Software Development

Switch to HTTPs

The HTTP protocol has some obvious shortcomings, such as clear text communication, it does not verify the identity of the other party, and cannot prove the integrity of the message. Therefore, using the HTTP protocol has the risk of forging requests and content tampering.

Compared with HTTP, HTTPS provides more secure network communication, can authenticate users and servers, and can realize encrypted transmission, so we imagine that websites can use the HTTPS protocol. If you want to implement an HTTPS website, here are some simple steps:

(1) Apply for SSL certificate and record DNS configuration

(2) Purchase a domain name from a domain name vendor and configure the EC2 Instance public IP address

(3) Add DNS resolution rules in the domain name console and return to the SSL certificate website for verification

(4) Install and start the Nginx service on the EC2 Instance and configure the SSL certificate that supports HTTPS

Migrate data to Cloud Database System

Now we are using mapbox datasets, which is easy to use mapbox, but is not very friendly to develop customized features and also has a storage limit.
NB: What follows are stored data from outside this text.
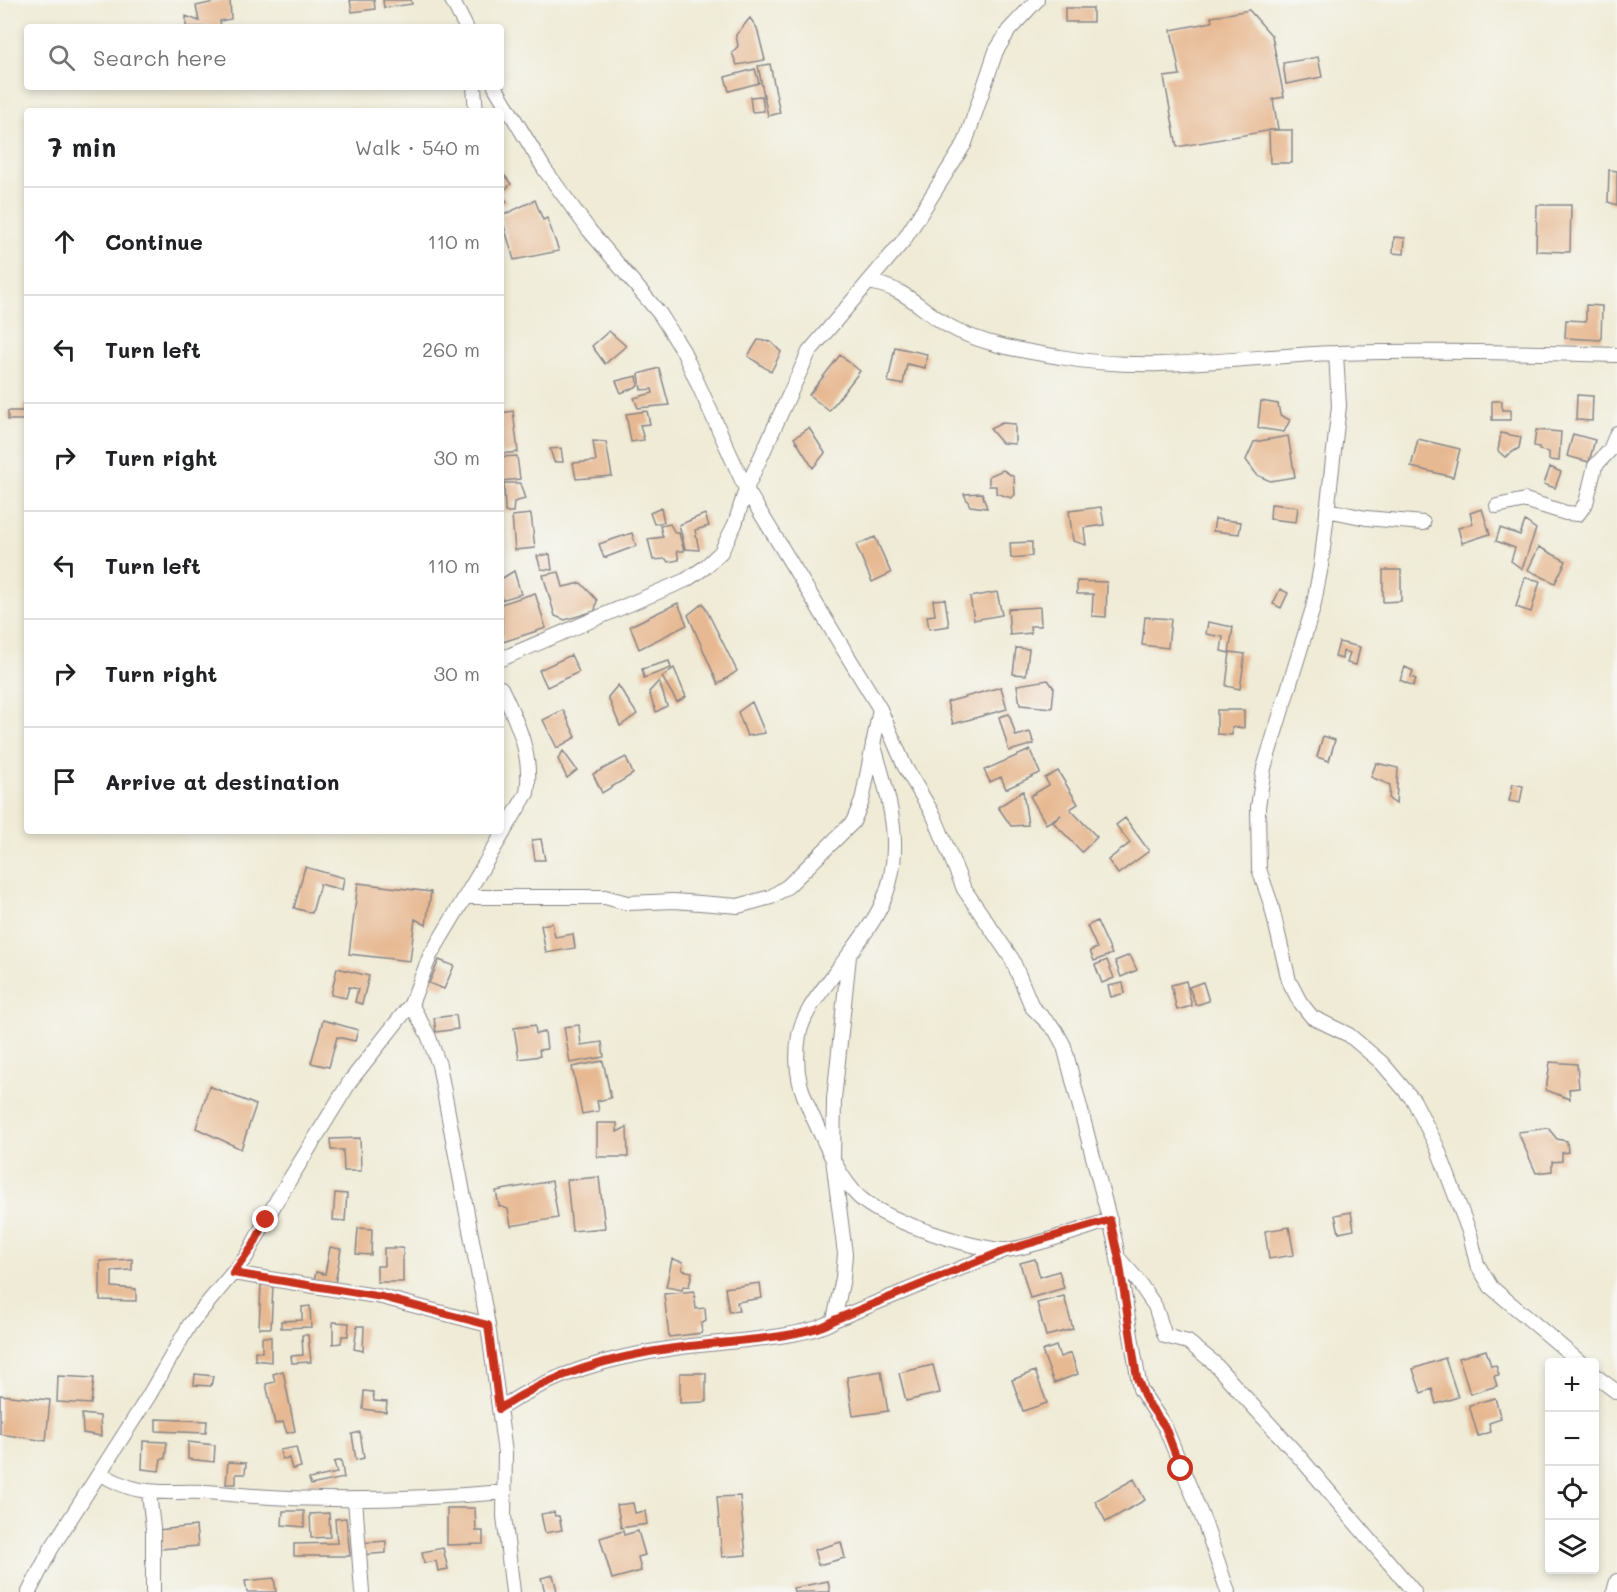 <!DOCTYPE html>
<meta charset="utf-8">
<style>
body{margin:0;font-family:Mali,sans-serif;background:#f6f6f6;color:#202124}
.controls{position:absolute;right:18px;bottom:18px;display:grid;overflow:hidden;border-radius:6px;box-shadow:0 3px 9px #0003}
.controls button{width:54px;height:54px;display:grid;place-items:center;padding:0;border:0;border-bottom:2px solid #e0e0e0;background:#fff;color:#202124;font:30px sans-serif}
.stop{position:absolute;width:18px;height:18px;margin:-14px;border:4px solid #c8321e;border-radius:50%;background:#fff}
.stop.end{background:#c8321e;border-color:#fff;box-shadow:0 2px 6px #0008}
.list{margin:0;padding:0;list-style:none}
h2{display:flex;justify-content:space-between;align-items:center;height:78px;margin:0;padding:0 24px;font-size:26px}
h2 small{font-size:20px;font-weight:400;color:#757577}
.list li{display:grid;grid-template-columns:39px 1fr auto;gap:18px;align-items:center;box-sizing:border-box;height:108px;padding:0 24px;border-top:2px solid #e0e0e0}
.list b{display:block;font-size:22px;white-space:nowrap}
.list em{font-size:20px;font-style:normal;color:#757577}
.icon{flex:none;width:33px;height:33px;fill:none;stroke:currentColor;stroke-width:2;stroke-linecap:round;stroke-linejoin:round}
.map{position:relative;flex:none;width:1617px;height:1592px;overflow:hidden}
.search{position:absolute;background:#fff;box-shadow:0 3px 9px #0003;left:24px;top:24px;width:480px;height:66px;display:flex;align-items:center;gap:15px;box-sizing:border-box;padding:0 21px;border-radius:6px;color:#757577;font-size:22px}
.panel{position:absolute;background:#fff;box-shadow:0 3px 9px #0003;left:24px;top:108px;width:480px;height:726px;border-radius:6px}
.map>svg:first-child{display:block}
.building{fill:#e7b993}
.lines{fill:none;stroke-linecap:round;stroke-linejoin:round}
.minor-casing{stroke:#888688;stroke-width:16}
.minor{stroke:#fff;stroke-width:14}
.route{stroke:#c8321e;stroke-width:8}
</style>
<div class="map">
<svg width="1617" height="1592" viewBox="0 0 1617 1592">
<rect width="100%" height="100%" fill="#f6f6f2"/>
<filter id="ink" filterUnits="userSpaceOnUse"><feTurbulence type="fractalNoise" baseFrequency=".0167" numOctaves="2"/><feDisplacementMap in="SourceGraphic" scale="12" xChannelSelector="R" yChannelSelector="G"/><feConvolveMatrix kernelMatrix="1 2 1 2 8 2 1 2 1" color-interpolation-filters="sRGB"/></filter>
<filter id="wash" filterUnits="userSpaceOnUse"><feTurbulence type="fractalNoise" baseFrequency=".008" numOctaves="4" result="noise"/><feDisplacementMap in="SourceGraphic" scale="24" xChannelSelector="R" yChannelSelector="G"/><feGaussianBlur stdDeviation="1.35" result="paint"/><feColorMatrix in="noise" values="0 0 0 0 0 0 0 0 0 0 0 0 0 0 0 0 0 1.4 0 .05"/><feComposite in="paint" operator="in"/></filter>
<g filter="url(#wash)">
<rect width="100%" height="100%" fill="#efebd6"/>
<g id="blocks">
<path class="building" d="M223 0H230L231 19 220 21 221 27H186V16L199 21 196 6Z
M350 0H374L375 9 352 12Z
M383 0H411L412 4 384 8Z
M1065 8H1093V22H1065Z
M1249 10 1272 36 1284 97 1273 99 1278 129 1177 147 1164 77 1180 75 1171 30 1212 22 1211 17Z
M750 18 757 28 765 60 737 65 732 53 738 46 736 35Z
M1318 57 1322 77 1286 84 1283 63Z
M770 64 780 113 768 116 758 66Z
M755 69 759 83 729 91 725 77Z
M762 96 764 111 752 112 750 97Z
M1269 130H1292V163H1270Z
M1609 170 1617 171V205L1608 202Z
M501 171 511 184 501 193 507 202 501 205Z
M535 200 543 220 547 218 559 251 514 260 501 216Z
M1537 205H1571L1570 252 1536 251Z
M1394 237 1405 238 1404 254 1393 253Z
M1586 305 1602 306 1601 340 1565 338 1566 320 1586 321Z
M609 331 626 346 605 364 592 346Z
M758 340 771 342 781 352 771 372 748 356Z
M895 347 927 354 925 368 907 364 903 384H900L888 382Z
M840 355 860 371 829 411 809 395Z
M659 368 669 405 638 408 634 398 653 393 652 389 641 390 639 374Z
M637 376 638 386 621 393 616 381Z
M1577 395 1593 396 1592 421 1576 420Z
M1261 401 1278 404 1280 415 1290 420 1284 432 1258 428Z
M1492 401H1502V410H1511V420H1492Z
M23 404H27V420H8V411H23Z
M513 411 518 452 501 454V413Z
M647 411 650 424 640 425 644 440 631 442 626 414Z
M1002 423 1015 424V444L1002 443 990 429Z
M809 428 825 453 813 468 794 438Z
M1536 430 1561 432 1559 461 1549 460V452L1539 450V447L1534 446Z
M1501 433 1521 437 1519 448 1505 457 1498 451Z
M1573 434 1595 440 1589 462 1567 456Z
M1288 436 1295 477 1270 481 1257 475 1246 460 1254 442Z
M1418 439 1460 449 1453 477 1411 467Z
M593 441 606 442 612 476 576 479 573 463 596 461Z
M561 448 563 462H554L550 449Z
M517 456 520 479 502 481 501 457Z
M1550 467 1561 472 1555 488 1544 484Z
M1003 470 1014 477 1015 495 1011 498 996 493V486H989V476Z
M504 483H520L525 499 514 502 513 512H505Z
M982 493 987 508 970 506 964 494Z
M1271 504 1298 507 1296 522 1270 519Z
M1101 507 1104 525 1084 528 1086 545 1073 541 1069 511Z
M661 508 664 522 654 524 650 513Z
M1482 509 1490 534 1462 543 1458 528 1473 524 1470 513Z
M531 514 535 548 515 550 512 516Z
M705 514 709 526 695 530 699 550 685 549 679 525Z
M1215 519 1241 522 1239 534 1213 531Z
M1525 521 1536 529 1522 569 1511 561 1515 548 1496 541 1500 528 1520 535Z
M670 524 675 533H679L684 551H677L679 560 668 562 666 559 653 560 648 539 663 537 660 526Z
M632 533 636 546 604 558 599 544Z
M875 537 891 573 872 582 856 545Z
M1032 542V556L1011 558 1010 543Z
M1539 547 1566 561 1555 583 1528 570Z
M550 554 552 570 541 569 537 556Z
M1383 570H1401V601L1383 602Z
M514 571 521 594 501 600V579Z
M559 572 563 587 581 583 597 600 595 611 565 620 555 616 543 575Z
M1525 577 1540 581 1531 612 1516 607Z
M1077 581 1107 582 1106 617 1092 616 1093 594H1077Z
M1280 589 1288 593 1281 608 1273 604Z
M997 592 1002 615 974 620 970 597Z
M535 593 546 628 503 642 501 604Z
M945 599 949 626 929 629 927 616 935 615 933 600Z
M678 603 687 625 639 649 630 626Z
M703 603 737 671 718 684 688 615Z
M1040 607 1041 626H1030L1031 633 1010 635 1008 609Z
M1145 617 1171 619 1168 648 1142 645Z
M1208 622 1233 627 1229 653 1221 651 1223 637 1206 634Z
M1339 642 1360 647 1356 665 1347 663 1350 653 1343 651 1342 659 1335 657Z
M1016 648 1029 649 1026 675 1013 674Z
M1230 652 1245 654 1240 689 1226 686Z
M571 655 579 672 547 687 539 670Z
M669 661 671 668 644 678 642 669Z
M1405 667 1413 671 1411 677 1416 679 1413 686 1400 680Z
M674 668 686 697 677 702 662 677Z
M1048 680 1054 688 1052 708 1020 705 1017 685Z
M659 681 667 706 656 712 649 692Z
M618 685 637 714 620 726 608 697Z
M1001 687 1007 709 953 724 947 702Z
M752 702 765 733 747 736 738 712Z
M563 710 576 737 557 748 543 720Z
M1217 710H1244V728L1232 727V735L1217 734Z
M1009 714 1016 736 1030 732 1034 744 1009 751 999 717Z
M1323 736 1335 740 1329 761 1317 757Z
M1030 750 1040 773 1006 789 1001 777 990 782 984 770Z
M563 751 577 770 567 778 558 759Z
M626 757 633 774 602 793 593 774Z
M1376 763 1398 768 1396 804 1389 799 1390 785 1371 777Z
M1058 771 1078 804 1070 809 1097 837 1082 852 1053 822 1061 815 1046 824 1030 796 1049 785 1045 778Z
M1513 784 1523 786 1520 803 1509 801Z
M1023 791 1028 825 1011 826 998 807Z
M1125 818 1149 851 1118 874 1108 860 1130 843 1116 825Z
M541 839 545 860H535L532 840Z
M305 867 344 878 342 890 320 884 312 913 294 908Z
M358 883 431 892 426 925 415 919 410 961 349 954Z
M1097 921 1112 954 1094 961 1090 951 1097 948 1087 926Z
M552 923 555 937 573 934 575 948 546 953 541 925Z
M1130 955 1137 970 1121 977 1115 961Z
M439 960 454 966 444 989 429 983Z
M1107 960 1114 978 1102 983 1095 965Z
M337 968 369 976 362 1004 355 1002 358 989 349 987 346 998 331 995Z
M1186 981 1192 1006 1177 1010 1171 985Z
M1203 982 1209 1001 1196 1005 1189 987Z
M1123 983 1125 993 1111 997 1108 986Z
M456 1015 458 1029 436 1032 434 1018Z
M323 1020 358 1030 355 1041 337 1037 329 1067 311 1063Z
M535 1025 536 1034 545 1032 547 1049 539 1050 540 1056 519 1059 514 1028Z
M579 1025 581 1045 602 1042 604 1057 570 1063 564 1027Z
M603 1061 611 1098 597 1101 599 1111 582 1114 572 1067Z
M1550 1062 1577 1064 1579 1088 1569 1089 1570 1099 1546 1090Z
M209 1086 256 1105 241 1149 196 1128Z
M597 1123H617V1132L627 1127 628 1157H597Z
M1548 1128 1557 1139 1567 1141 1568 1152 1562 1153V1161L1552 1162V1171L1536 1173 1518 1132Z
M360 1138 361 1171H344L343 1150H331L330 1139Z
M599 1177 605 1228 572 1231 567 1180Z
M552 1181 558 1218 511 1226 508 1209 499 1206 496 1191Z
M335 1193 347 1194 345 1221 333 1220Z
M1351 1212 1354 1230 1339 1233 1335 1215Z
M1289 1227 1294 1255 1269 1259 1265 1231Z
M358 1228 372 1229 371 1255 356 1254Z
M330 1247 341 1249 335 1284 314 1281 316 1272 325 1274Z
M384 1248H403V1282H377V1266H384Z
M132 1259V1270L112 1271V1287L136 1289V1301L100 1300V1261Z
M672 1259 683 1262 682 1270 692 1272 689 1287 683 1286 682 1290 666 1287Z
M1035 1259 1040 1277 1059 1271 1064 1288 1030 1298 1020 1263Z
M760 1283 762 1298 737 1302 739 1311 729 1312 725 1288Z
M261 1285H273L271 1328H259Z
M694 1291 696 1309 705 1308 706 1321 701 1324 702 1333 669 1337 664 1294Z
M1064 1296 1073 1329 1046 1336 1037 1303Z
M310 1306 311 1327 281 1328V1321L302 1320V1307Z
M333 1322 349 1323 348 1336H342L341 1343 333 1344Z
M357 1326H364L363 1351 354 1349Z
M302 1335H308L311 1362 292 1363 291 1356 303 1355Z
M262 1337H271V1362L255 1360V1351L262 1352Z
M1056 1346 1060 1357 1071 1353 1078 1374 1054 1383 1042 1351Z
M1486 1350 1491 1366 1496 1365 1499 1375 1494 1376 1497 1386 1470 1394 1459 1358Z
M1445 1358 1458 1397 1436 1404 1432 1389 1421 1393 1413 1369Z
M933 1365 940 1393 906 1401 899 1373Z
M283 1371 295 1431 287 1433 283 1422 275 1424 266 1384 275 1382 273 1374Z
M881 1371 888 1411 853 1416 847 1377Z
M1035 1371 1047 1403 1023 1411 1012 1380Z
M680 1373H706V1402L680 1403Z
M195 1374 213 1376 211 1386 194 1385Z
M58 1376 94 1378 91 1404 57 1402Z
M364 1391 373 1392 374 1401 387 1402 386 1412 363 1409Z
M0 1395 50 1400 46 1441 0 1434Z
M1495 1398 1501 1419 1489 1423 1491 1432 1478 1436 1469 1405Z
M82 1414 100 1416 101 1436 83 1433Z
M156 1419 207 1421 206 1433 156 1431Z
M360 1432 364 1458 356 1460 352 1434Z
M143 1441 167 1442 165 1459H161L159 1471 142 1469Z
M188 1442 215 1445 214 1462 188 1459Z
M296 1447 301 1467 292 1469 289 1458 282 1459 280 1450Z
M341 1460 344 1478 311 1485 309 1479 337 1473 334 1462Z
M228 1462 246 1463 245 1474H236V1484H226Z
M1134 1479 1145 1500 1106 1522 1095 1501Z
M740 1496 746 1555 722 1557 717 1497Z
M633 1503 635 1513 645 1511 647 1524 621 1528 617 1505Z
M447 1508H475L476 1531H483V1544L447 1545Z
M283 1511H304V1527L282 1525Z
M554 1512 555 1516H559L562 1530 545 1533 541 1514Z
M329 1513 330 1537 311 1538 310 1514Z
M346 1518 350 1556H294V1544L337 1543 335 1519Z
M196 1526 198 1546 160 1549 158 1530Z
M623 1531 624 1535 638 1531 645 1555 638 1557 641 1571 612 1579 600 1538Z
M386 1541V1553L360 1555V1543Z
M841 1542 845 1558 818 1565 814 1550Z
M443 1548 448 1569 438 1571 436 1561 424 1563 422 1552Z
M553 1575 557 1591 545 1592 541 1578Z
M274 1578 276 1592H247L245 1581Z
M828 1581 830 1592H794L793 1588Z"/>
</g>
</g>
<g filter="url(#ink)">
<use href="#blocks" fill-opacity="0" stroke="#888688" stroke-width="1.5"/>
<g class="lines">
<g class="minor-casing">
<path id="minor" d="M452 0 466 27
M474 87 476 111
M495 87 545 170 589 230 660 314 683 351 746 489 880 709 905 767 934 816 964 889 1012 959 1032 1007 1056 1031 1064 1046 1115 1241 1140 1389 1165 1427 1205 1524 1228 1592
M869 282C907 289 916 306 947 325 979 344 1023 351 1060 357 1150 374 1245 356 1336 353 1429 350 1523 352 1617 355
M1336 353 1339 406 1321 566 1313 608 1264 768 1258 807 1259 869 1271 904 1289 981 1300 1002 1312 1017 1349 1035 1382 1063 1414 1101 1437 1147 1470 1234 1477 1264 1491 1287 1580 1362
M1497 506 1525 500 1566 513 1578 514 1586 503 1595 466 1610 450 1617 433
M1327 510 1366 518 1423 523
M501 659 686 580 704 568 721 552 735 524 746 489 809 352 904 240 965 143 996 51 1009 30 1037 0
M873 743C889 798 907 851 881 906 870 929 853 949 838 969 823 990 804 1010 799 1035 793 1073 801 1092 817 1126 828 1149 839 1177 858 1196 884 1221 965 1246 1001 1250 1018 1252 1088 1227 1110 1220
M467 897H605L627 903 674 901 738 906 771 897 788 886 853 822 862 801 880 709
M411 1004 428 1035 439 1065 488 1325 505 1453 504 1516 513 1592
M1119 1259 1135 1277 1155 1306 1165 1336 1188 1342 1213 1362 1303 1461 1414 1592
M233 1273 382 1297 488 1325
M834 1320 1003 1251
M1594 1375 1617 1392
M499 1409C552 1373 612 1357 674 1348 709 1342 811 1339 834 1320L843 1278 845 1254 833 1159 834 1099 849 956
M100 1473C145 1502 170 1488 219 1493 314 1503 410 1500 505 1492
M149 1493 153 1528V1592
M355 1499 362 1592
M29 1592 51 1549 148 1397 190 1324 246 1257 277 1200 351 1080 411 1004 430 956 527 793C533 756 517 721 501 688
M1614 1592 1617 1581"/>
</g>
<use href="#minor" class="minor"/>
</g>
</g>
<g class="lines" filter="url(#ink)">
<path class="route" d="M266 1220 253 1246 233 1273 382 1297 488 1325 499 1409C552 1373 612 1357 674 1348 709 1342 811 1339 834 1320L1003 1251 1110 1220 1119 1259 1137 1378 1146 1400 1165 1427 1181 1469"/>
</g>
</svg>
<div class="controls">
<button>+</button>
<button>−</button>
<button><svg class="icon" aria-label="locate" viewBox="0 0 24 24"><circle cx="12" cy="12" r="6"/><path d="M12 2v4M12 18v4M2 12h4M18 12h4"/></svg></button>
<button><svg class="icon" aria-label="layers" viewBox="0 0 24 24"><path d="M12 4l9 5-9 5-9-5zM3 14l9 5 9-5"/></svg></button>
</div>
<div class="stop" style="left:1181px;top:1469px"></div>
<div class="stop end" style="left:266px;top:1220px"></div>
<div class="search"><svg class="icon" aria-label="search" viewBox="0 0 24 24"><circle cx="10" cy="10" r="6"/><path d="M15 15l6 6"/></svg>Search here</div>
<section class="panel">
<h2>7 min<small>Walk · 540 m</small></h2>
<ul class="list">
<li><svg class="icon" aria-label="ahead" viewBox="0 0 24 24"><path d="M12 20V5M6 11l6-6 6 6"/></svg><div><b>Continue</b></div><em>110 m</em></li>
<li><svg class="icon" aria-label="left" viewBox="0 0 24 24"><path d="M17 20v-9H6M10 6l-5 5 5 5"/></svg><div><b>Turn left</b></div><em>260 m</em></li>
<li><svg class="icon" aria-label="right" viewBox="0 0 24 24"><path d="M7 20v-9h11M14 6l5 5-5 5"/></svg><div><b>Turn right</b></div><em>30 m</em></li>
<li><svg class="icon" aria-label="left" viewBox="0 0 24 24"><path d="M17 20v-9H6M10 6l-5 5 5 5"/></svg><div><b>Turn left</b></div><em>110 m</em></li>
<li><svg class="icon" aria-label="right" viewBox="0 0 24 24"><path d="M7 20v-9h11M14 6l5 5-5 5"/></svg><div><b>Turn right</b></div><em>30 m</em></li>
<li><svg class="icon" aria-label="arrive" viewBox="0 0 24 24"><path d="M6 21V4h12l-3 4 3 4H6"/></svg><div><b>Arrive at destination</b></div></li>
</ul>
</section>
</div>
In the future, we hope to migrate data to a cloud database, which has larger storage capacity. Also we can run some models like regression or filter data online more easily.

Add more features in feature list

As we mentioned before, we created a feature list for the ideal dashboard. But because of limited time, we just finish the important parts and design of all features. For future work, we can finish:

Multiple scenarios visualization

2. Customize map style, which means users can choose different color schemes, choose different map types

3. Route visualization, which means users can obtain different routes, travel methods and corresponding travel time by clicking 2 neighborhoods

Acknowledgement

The research team would like to thank Dr. Sean Qian for his guidance and support throughout the course of this project. This project was not possible without the trust placed in us by our partners at 99P Labs. We would also like to thank Lynn Kirabo, 5th year PhD student from TBD Lab at Carnegie Mellon University for helping us improve the overall user experience of Sustainable Mobility Analytics Dashboard and to Stan Caldwell from Traffic21 Institute for critically evaluating the dashboard from a policy perspective and helping us bring context and depth to our analysis.